Relato de Dayanna Klécia
De 2022 a 2024, passei quatro vezes pela pior dor da minha vida: a perda perinatal dos meus filhos. Sei que você vai ficar curiosa pela causa, então já vou te dizer o motivo. Eu tenho uma patologia no meu colo do útero chamada insuficiência ístmico-cervical, que faz com que ele aja de forma “incompetente”, ocasionando partos prematuros. E assim, apesar das intervenções médicas, sofri a perda perinatal dos meus filhos.
Desde então, ouvi inúmeros comentários sem noção e dolorosos, mas um sempre me intrigou: “Nossa, como você é uma mulher forte.” Essa é, quase sempre, a primeira frase que escuto quando conto minha história — seja pelas palavras, seja pelo olhar. Eu nunca entendi. Afinal, a última coisa que eu me senti foi uma mulher forte.
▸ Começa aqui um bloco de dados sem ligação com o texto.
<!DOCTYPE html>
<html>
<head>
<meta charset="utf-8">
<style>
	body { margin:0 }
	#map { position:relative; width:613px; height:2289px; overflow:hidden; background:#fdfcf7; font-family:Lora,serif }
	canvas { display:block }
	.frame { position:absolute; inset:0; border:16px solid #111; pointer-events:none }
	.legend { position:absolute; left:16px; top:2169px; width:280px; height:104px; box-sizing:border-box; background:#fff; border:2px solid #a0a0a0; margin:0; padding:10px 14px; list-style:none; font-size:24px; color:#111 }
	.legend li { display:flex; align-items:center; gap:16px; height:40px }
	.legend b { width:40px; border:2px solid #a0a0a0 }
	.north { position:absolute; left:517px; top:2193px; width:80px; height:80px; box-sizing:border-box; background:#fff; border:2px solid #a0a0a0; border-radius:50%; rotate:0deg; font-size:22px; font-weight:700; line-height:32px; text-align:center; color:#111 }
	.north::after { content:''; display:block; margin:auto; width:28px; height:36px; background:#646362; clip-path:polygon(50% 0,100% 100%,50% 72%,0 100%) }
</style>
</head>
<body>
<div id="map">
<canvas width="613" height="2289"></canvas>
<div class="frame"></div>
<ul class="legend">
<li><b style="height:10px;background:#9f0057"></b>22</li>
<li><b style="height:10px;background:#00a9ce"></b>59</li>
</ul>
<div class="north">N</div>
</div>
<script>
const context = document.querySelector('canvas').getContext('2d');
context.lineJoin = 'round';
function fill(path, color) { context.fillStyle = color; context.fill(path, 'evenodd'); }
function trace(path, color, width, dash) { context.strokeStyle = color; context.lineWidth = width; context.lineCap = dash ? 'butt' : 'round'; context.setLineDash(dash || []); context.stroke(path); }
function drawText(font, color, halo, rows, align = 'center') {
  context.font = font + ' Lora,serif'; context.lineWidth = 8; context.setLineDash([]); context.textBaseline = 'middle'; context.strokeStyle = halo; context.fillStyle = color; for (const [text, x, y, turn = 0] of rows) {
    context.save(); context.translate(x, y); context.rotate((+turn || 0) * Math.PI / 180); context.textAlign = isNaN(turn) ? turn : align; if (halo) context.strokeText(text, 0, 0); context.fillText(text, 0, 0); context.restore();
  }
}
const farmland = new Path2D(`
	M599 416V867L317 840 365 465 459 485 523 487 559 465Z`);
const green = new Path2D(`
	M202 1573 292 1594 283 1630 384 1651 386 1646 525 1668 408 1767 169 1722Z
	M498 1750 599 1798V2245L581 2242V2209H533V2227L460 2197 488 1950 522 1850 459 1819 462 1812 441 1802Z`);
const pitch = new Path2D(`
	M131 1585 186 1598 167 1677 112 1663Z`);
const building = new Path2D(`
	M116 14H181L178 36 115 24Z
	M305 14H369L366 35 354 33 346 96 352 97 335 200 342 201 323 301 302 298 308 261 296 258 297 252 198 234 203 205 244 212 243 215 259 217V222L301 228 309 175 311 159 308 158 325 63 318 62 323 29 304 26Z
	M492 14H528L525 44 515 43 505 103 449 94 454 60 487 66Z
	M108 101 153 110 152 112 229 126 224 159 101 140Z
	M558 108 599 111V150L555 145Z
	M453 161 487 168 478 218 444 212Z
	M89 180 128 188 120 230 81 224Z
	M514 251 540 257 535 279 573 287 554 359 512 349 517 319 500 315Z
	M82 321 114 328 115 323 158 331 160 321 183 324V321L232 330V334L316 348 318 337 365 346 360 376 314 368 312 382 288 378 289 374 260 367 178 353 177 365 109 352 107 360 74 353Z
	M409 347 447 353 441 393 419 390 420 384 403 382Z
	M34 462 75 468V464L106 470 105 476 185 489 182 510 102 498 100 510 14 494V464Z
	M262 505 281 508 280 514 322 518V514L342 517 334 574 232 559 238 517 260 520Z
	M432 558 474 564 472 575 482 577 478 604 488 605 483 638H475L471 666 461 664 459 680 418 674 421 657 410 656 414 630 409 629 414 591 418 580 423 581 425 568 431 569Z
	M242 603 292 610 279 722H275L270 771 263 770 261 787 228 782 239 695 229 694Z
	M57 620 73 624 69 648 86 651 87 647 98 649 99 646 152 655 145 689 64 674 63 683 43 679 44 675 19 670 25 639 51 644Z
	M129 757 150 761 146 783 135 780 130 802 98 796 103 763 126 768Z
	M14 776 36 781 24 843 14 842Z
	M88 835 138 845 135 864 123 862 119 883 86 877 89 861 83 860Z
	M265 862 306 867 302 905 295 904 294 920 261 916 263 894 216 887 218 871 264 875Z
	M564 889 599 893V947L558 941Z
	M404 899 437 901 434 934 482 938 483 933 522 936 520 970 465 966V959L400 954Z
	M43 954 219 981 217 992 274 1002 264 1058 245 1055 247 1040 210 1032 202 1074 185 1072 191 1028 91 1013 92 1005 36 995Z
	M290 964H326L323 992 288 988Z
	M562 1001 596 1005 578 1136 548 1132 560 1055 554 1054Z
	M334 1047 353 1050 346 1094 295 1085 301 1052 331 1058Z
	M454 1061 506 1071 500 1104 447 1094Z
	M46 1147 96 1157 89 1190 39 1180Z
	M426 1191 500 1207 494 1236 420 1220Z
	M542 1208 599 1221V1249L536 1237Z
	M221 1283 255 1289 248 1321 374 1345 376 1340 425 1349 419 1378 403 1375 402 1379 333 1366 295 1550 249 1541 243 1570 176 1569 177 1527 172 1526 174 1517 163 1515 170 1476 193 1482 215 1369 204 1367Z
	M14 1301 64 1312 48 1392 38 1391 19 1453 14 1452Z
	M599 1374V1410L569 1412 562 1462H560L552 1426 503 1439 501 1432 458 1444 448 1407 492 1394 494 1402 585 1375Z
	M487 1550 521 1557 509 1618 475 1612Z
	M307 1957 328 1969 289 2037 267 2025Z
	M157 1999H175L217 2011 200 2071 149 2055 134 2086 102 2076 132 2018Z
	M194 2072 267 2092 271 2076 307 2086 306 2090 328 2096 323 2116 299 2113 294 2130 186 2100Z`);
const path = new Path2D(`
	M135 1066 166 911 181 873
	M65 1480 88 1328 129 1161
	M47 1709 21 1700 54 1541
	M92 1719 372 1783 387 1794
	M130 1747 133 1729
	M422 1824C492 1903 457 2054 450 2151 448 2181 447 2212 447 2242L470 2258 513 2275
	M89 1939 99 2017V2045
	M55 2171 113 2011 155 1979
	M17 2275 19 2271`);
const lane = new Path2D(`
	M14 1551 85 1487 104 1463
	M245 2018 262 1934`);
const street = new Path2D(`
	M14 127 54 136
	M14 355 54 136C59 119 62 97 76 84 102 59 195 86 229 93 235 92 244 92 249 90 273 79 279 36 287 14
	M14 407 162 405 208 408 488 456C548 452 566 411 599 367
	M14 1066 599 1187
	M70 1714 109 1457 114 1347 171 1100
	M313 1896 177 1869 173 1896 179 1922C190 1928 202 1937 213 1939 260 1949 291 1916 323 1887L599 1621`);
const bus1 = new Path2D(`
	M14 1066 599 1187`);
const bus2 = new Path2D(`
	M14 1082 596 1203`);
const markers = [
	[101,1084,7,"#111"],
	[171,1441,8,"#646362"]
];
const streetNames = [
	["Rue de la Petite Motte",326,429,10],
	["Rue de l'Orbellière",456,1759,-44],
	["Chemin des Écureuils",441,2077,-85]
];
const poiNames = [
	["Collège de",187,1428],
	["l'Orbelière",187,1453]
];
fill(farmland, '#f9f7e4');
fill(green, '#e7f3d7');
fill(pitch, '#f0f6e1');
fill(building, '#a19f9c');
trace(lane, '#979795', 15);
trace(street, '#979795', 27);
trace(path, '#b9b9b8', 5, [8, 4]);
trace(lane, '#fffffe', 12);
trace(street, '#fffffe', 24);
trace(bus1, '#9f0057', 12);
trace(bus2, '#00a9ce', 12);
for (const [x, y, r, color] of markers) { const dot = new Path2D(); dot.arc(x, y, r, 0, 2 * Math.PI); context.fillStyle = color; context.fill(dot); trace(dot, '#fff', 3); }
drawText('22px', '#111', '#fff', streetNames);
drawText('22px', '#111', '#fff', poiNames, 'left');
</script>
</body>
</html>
A dor me dilacerou todas as vezes — algumas mais, outras menos. Há uma passagem bíblica, do dia em que Maria e José apresentaram Jesus no templo, que diz: “Uma espada transpassará tua alma” (Lc 2,35). Essa é exatamente a imagem do sofrimento de uma mãe que perde um filho. Meu coração foi transpassado por uma espada, e uma tatuagem de dor foi feita na minha alma. Como eu poderia ser chamada de mulher forte? Que força é essa que eu teria que mostrar depois de enterrar meu filho?
Passei a ignorar esse comentário. Não tenho que receber esse título porque vivi algo impossível de ser ignorado. Não escolhi, nem escolheria isso. Não existe romantismo no luto. Não deveria ser exigido de uma mulher que ela seja exemplo de superação, porque a perda de um filho não é uma história de superação, mas de interrupção.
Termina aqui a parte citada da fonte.